Loading data into Databricks

This guide explains how to load data into Databricks for further analysis.

Prerequisites

Before you complete the procedure in this guide, perform all of the following actions:

  • Create a datastream whose data you want to load into Databricks. For more information on creating a datastream, see Creating a datastream.

  • Set up instance profiles for access to S3 buckets from Databricks clusters. For more information, see the Databricks documentation.

  • Obtain Access Key ID and Secret Access Key. Use an AWS policy file as you would for an AWS S3 destination.

Procedure

To load data from a datastream into Databricks, follow these steps:

  1. Add Databricks as a destination to the workspace which contains the datastream or to one of its parent workspaces.

  2. Assign the Databricks destination to the datastream.

    You can assign as many destinations to a datastream as you want.

    Some destinations require specific Data Mapping, such as Hubspot and Facebook Offline Conversions. If these Data Mapping requirements conflict, the destinations cannot be assigned to the same datastream.

  3. Configure load settings.

Adding Databricks as a destination

To add Databricks as a destination to a workspace, follow these steps:

  1. Go to the Destinations page.

  2. Click + Create destination.

  3. Search for and click Databricks.

    You can connect to Databricks in two different ways:

    • To connect to Databricks with REST, click Databricks (REST).

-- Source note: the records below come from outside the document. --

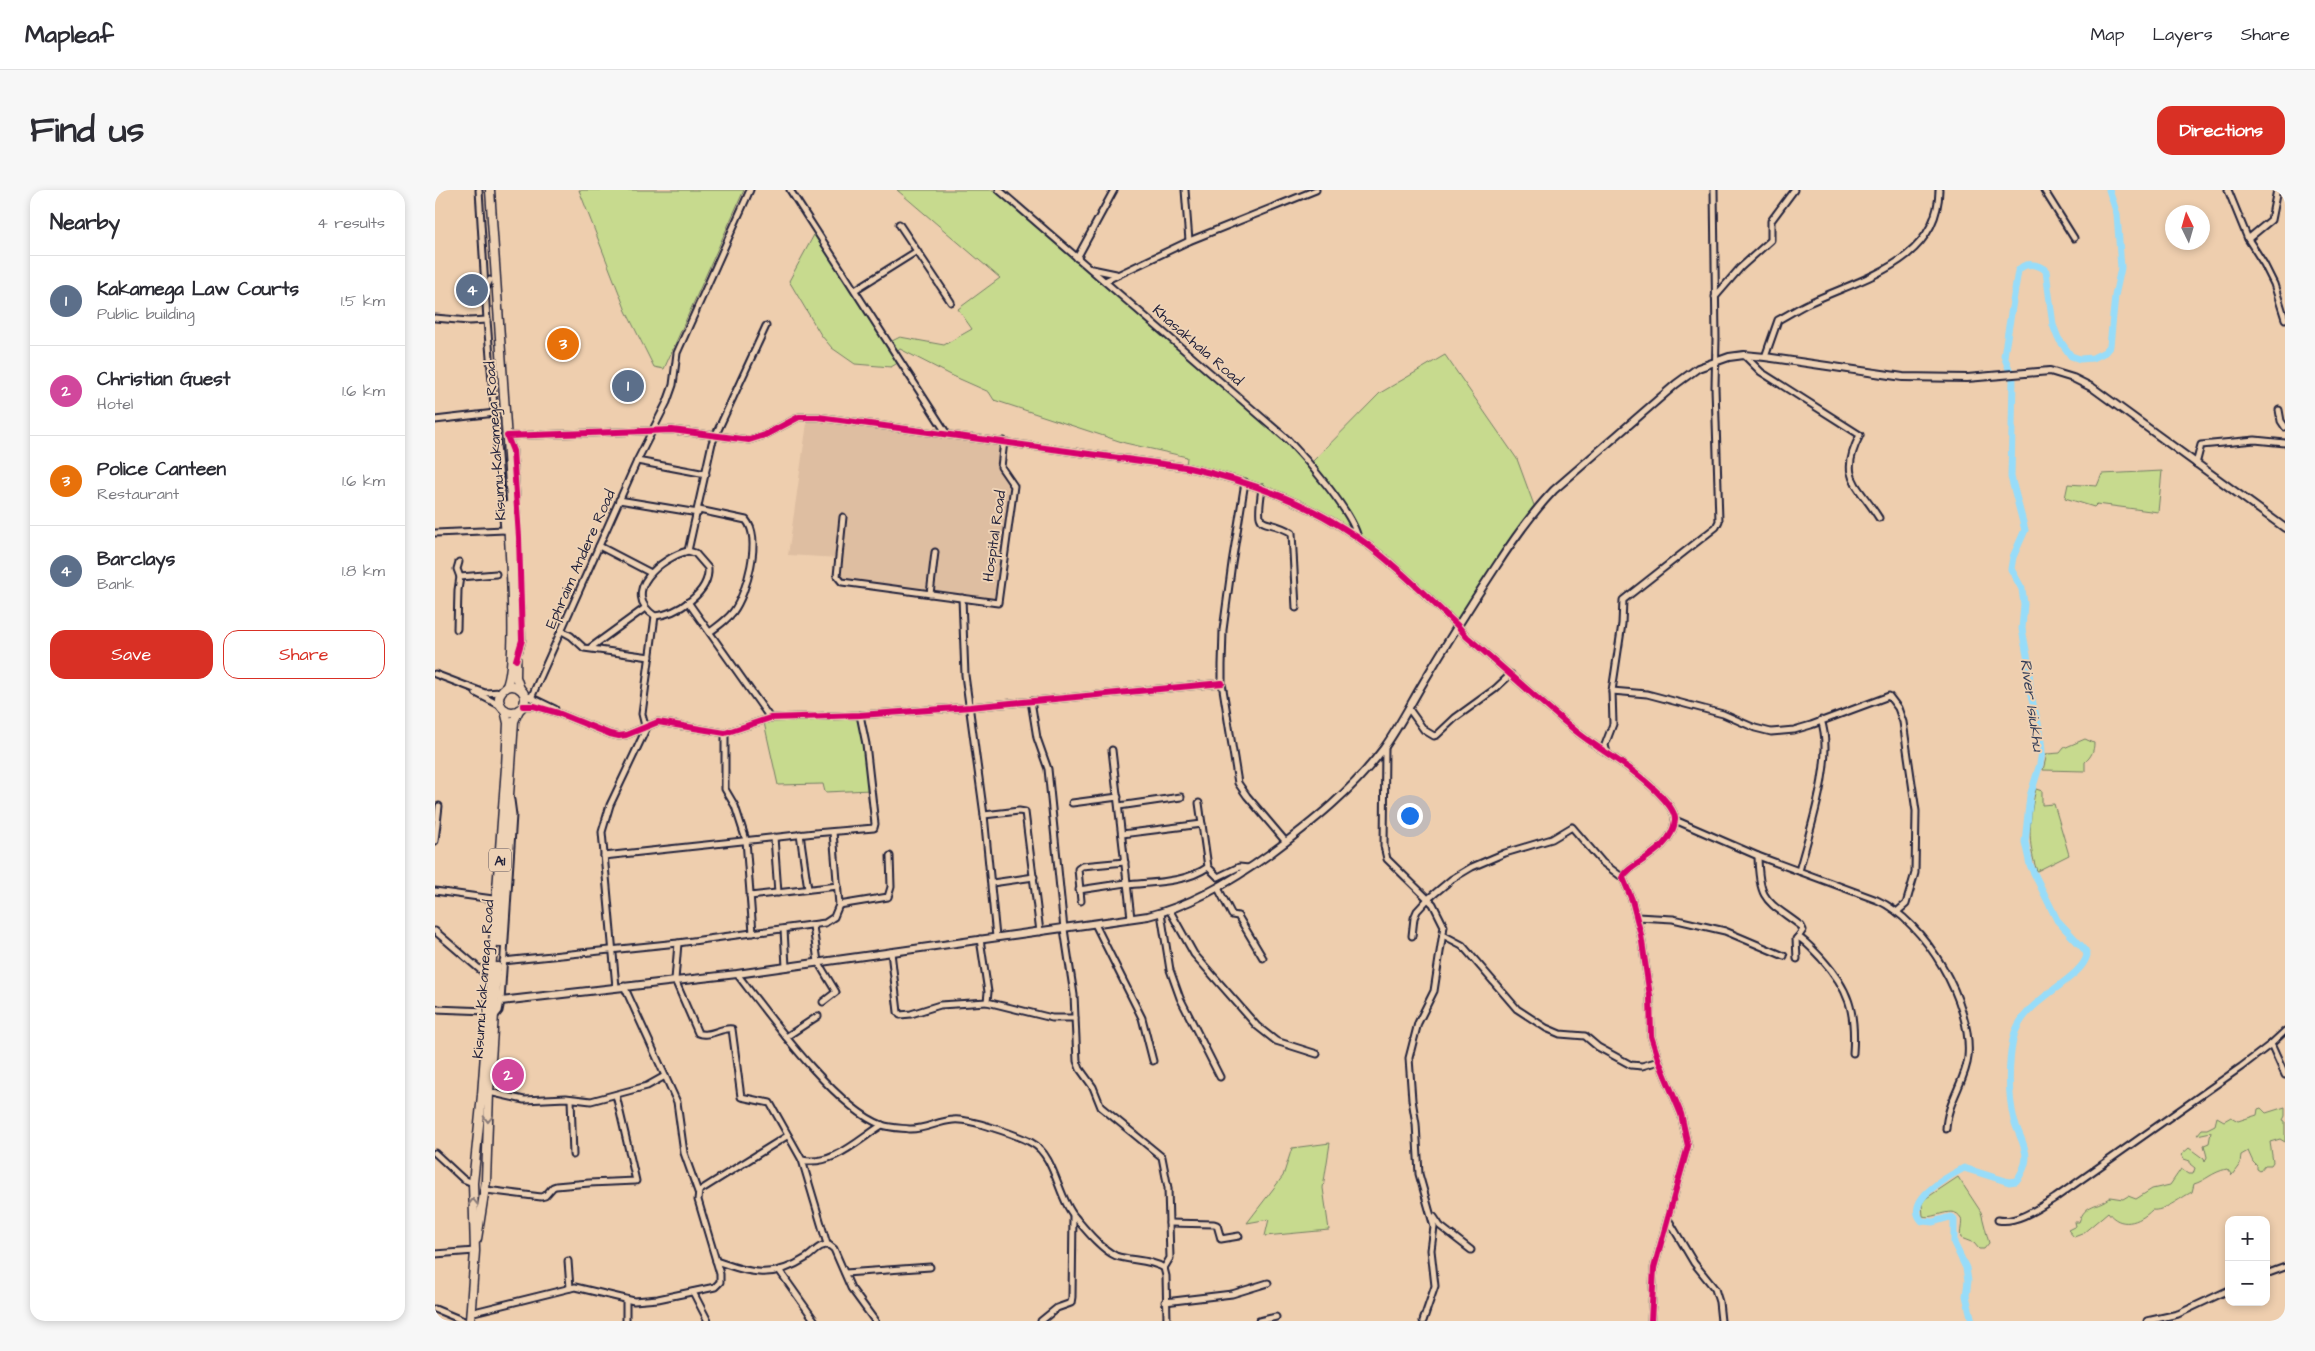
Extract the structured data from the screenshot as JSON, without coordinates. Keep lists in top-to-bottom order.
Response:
{
  "streets": {
    "highway": ["Kisumu-Kakamega Road", "A1"],
    "street": ["Khasakhala Road", "Hospital Road", "Ephraim Andere Road"]
  },
  "crossings": [
    ["Kisumu-Kakamega Road", "Ephraim Andere Road"]
  ],
  "water": ["River Isiukhu"],
  "north": "top",
  "page": {
    "header": "Mapleaf",
    "nav": ["Map", "Layers", "Share"],
    "title": "Find us",
    "buttons": [
      "Directions",
      ["Save", "Share"]
    ],
    "heading": ["Nearby", "4 results"],
    "list": [
      {
        "mark": "1",
        "name": "Kakamega Law Courts",
        "note": "Public building",
        "value": "1.5 km"
      },
      {
        "mark": "2",
        "name": "Christian Guest",
        "note": "Hotel",
        "value": "1.6 km"
      },
      {
        "mark": "3",
        "name": "Police Canteen",
        "note": "Restaurant",
        "value": "1.6 km"
      },
      {
        "mark": "4",
        "name": "Barclays",
        "note": "Bank",
        "value": "1.8 km"
      }
    ],
    "pins": [
      "4",
      "3",
      "1",
      "2"
    ],
    "map_buttons": ["+", "−"]
  }
}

    • To connect to Databricks with SQL, click Databricks (SQL).

  1. Choose how to authorize Adverity to access Databricks:

    • To use your details, click Access Databricks using your credentials.

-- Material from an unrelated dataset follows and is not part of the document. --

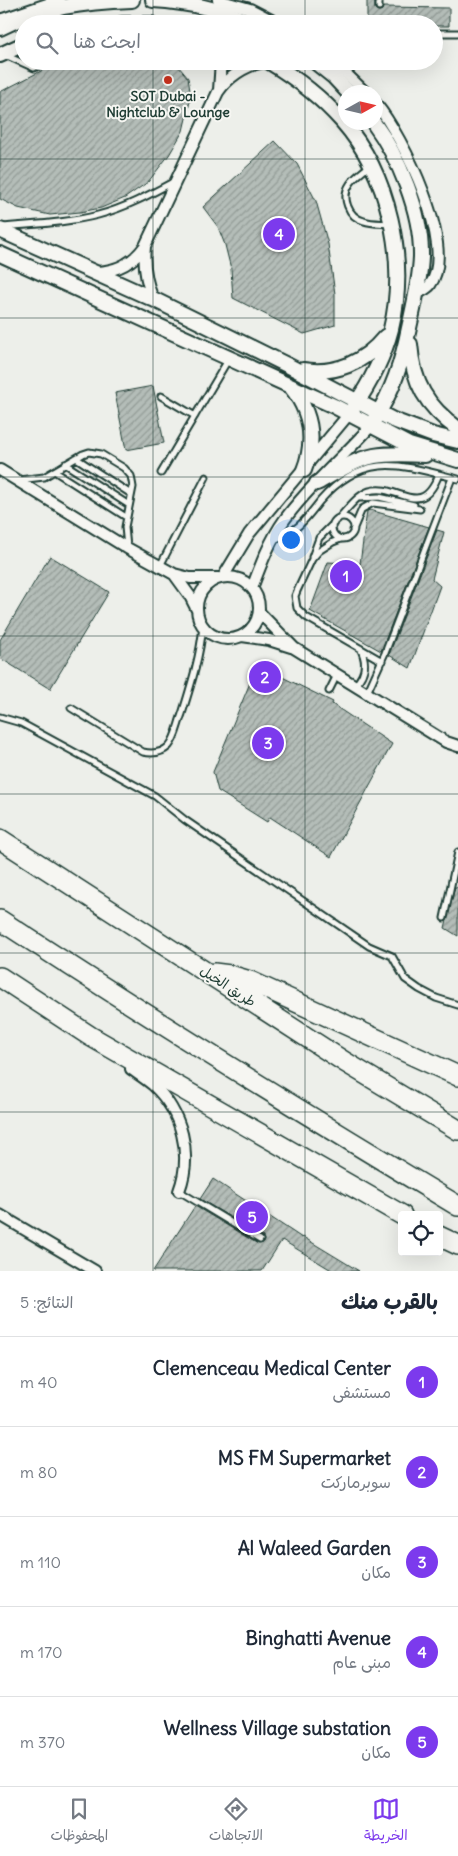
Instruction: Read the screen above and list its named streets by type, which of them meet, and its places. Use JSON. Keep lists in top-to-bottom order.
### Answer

    • To ask someone else to use their details, click Access Databricks using someone else's credentials.

      If you choose this option, the person you ask to create the authorization will need to go through the following steps.

  2. Click Next.

  1. In the authorization page, fill in the following fields:

    Personal Access Token

    The personal access token generated in Databricks. For more information, see the Databricks documentation.

    Databricks Instance

    The address of the Databricks instance to which you want to connect.

    S3 Bucket

    The address of the S3 bucket that you set up for Databricks.

    Access Key ID

    The Access Key ID with which Adverity accesses the S3 bucket.

    Secret Access Key

    The Secret Access Key with which Adverity accesses the S3 bucket.

    Instance Profile ARN

    The ARN of the instance profile set up to access the S3 bucket.

    HTTP Path

    The HTTP Path for the SQL connection. For more information, see the Databricks documentation.

    You only see this field when connecting to Databricks with SQL.

  2. Click Authorize.

  3. In the Configuration page, fill in the following fields:

    Name

    (Optional) Rename the destination.

    Database

    Specify the name of the database into which you want to load the data.

    Partition by date

    (Recommended) If selected, the target table is partitioned by a date column, and data is only replaced based on the date. This means that if you import data into a table with data already present for certain dates, the existing data for these overlapping dates is overwritten, and the data for other, unique dates remains unchanged.

    This option is only effective if you also enable the option Local Data Retention > Extract Filenames > Unique by day. For more information, see Configuring advanced datastream settings.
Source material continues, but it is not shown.